▸ Required action:
In full and without deviation, write out the entries that follow.

▸ Task inputs:
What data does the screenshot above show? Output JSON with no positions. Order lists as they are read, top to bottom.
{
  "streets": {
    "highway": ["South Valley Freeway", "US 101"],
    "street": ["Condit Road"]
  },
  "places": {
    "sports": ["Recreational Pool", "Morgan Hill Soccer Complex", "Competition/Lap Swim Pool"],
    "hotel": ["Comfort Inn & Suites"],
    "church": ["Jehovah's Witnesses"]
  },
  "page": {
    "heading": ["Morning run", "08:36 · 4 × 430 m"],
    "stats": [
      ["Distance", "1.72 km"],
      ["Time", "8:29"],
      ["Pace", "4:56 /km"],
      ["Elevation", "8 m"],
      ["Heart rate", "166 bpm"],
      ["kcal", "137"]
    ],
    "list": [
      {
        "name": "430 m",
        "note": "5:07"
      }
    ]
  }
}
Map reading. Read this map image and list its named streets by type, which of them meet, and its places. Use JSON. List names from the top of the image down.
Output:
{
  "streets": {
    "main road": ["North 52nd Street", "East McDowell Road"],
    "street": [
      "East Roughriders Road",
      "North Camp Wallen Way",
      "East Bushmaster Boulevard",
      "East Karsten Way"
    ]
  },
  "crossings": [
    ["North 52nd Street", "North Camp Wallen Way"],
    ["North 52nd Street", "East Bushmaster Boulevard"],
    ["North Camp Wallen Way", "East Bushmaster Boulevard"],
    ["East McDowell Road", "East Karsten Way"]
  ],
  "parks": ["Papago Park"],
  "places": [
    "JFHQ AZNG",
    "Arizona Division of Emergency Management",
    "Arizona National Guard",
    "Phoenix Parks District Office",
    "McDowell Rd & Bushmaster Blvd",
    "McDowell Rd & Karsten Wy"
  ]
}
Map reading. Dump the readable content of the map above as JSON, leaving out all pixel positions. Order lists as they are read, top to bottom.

▸ Solution:
What data does the screenshot above show? Output JSON with no positions. Order lists as they are read, top to bottom.
{
  "streets": {
    "highway": ["South Valley Freeway", "US 101"],
    "street": ["Condit Road"]
  },
  "places": {
    "sports": ["Recreational Pool", "Morgan Hill Soccer Complex", "Competition/Lap Swim Pool"],
    "hotel": ["Comfort Inn & Suites"],
    "church": ["Jehovah's Witnesses"]
  },
  "page": {
    "heading": ["Morning run", "08:36 · 4 × 430 m"],
    "stats": [
      ["Distance", "1.72 km"],
      ["Time", "8:29"],
      ["Pace", "4:56 /km"],
      ["Elevation", "8 m"],
      ["Heart rate", "166 bpm"],
      ["kcal", "137"]
    ],
    "list": [
      {
        "name": "430 m",
        "note": "5:07"
      }
    ]
  }
}
Map reading. Read this map image and list its named streets by type, which of them meet, and its places. Use JSON. List names from the top of the image down.
Output:
{
  "streets": {
    "main road": ["North 52nd Street", "East McDowell Road"],
    "street": [
      "East Roughriders Road",
      "North Camp Wallen Way",
      "East Bushmaster Boulevard",
      "East Karsten Way"
    ]
  },
  "crossings": [
    ["North 52nd Street", "North Camp Wallen Way"],
    ["North 52nd Street", "East Bushmaster Boulevard"],
    ["North Camp Wallen Way", "East Bushmaster Boulevard"],
    ["East McDowell Road", "East Karsten Way"]
  ],
  "parks": ["Papago Park"],
  "places": [
    "JFHQ AZNG",
    "Arizona Division of Emergency Management",
    "Arizona National Guard",
    "Phoenix Parks District Office",
    "McDowell Rd & Bushmaster Blvd",
    "McDowell Rd & Karsten Wy"
  ]
}
Map reading. Dump the readable content of the map above as JSON, leaving out all pixel positions. Order lists as they are read, top to bottom.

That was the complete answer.